Lets say the writer-thread hits a blocking call and is waiting for the hard drive for ~10 milliseconds. What do you think will happen to the reader-thread? In the "lock-free" implementation talked in this blog.
> I mean, what happens if the writer thread stalls out in the lock free case? The reader thread runs out of things to do and is also going to be scheduled out (eventually).
Yeah it keeps running, exactly as you say! It can keep working on jobs already on the queue independently.
Are you arguing that you you personally don't think it's worth doing lock-free for various practical reasons? Or arguing that's never why anyone does it?

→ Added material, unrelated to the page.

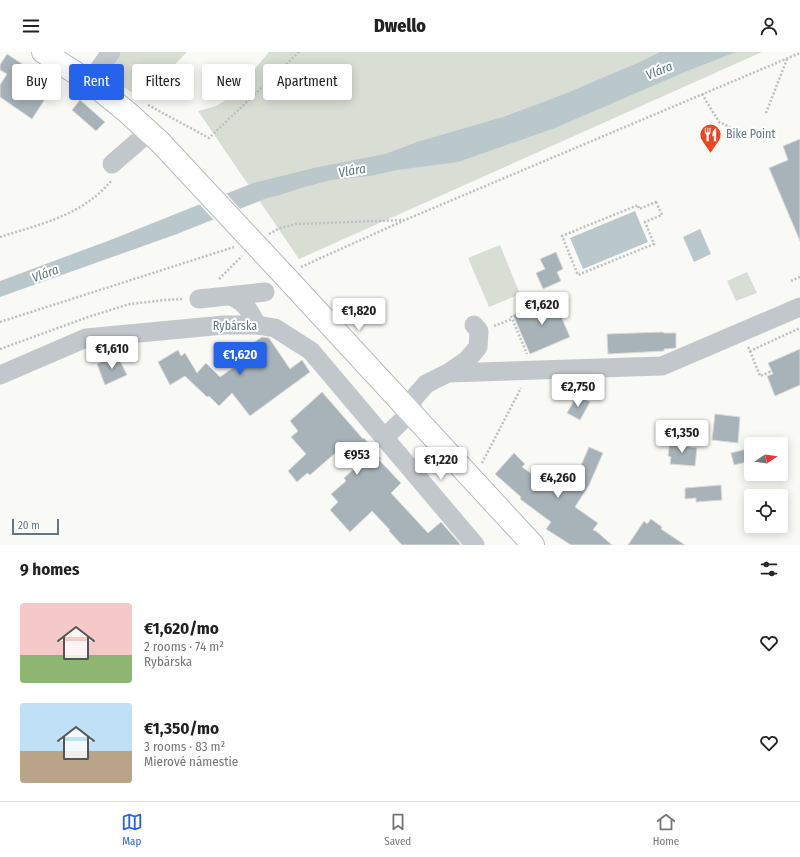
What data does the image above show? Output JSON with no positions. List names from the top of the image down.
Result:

Because the latter is simply false - I've done it for the latter reasons professionally both in academia and industry so there's one data point for you, and the literature talks about this use-case extensively so I know other people do as well.
> Are you arguing that you you personally don't think it's worth doing lock-free for various practical reasons? Or arguing that's never why anyone does it?
No. Lock-free is great. When it is done correctly.
The code in this blog post was NOT done correctly. It only works in the case of 1-reader + 1-writer, so the "advantages" you're talking about are extremely limited.
You have to keep in mind the overall big picture. Lock-free code is incredibly difficult to write and usually comes with great cost to complexity. However... sometimes Lock-free makes life easier (okay, use them in that case). Sometimes, lock-free can be faster (okay... use them in that case... if speed is important to you).
But in many, many cases, locked data-structures are just easier to write, test, and debug.
Yeah, but the "queue-of-queues" is a more traditional structure familiar to people with lock-free algorithms.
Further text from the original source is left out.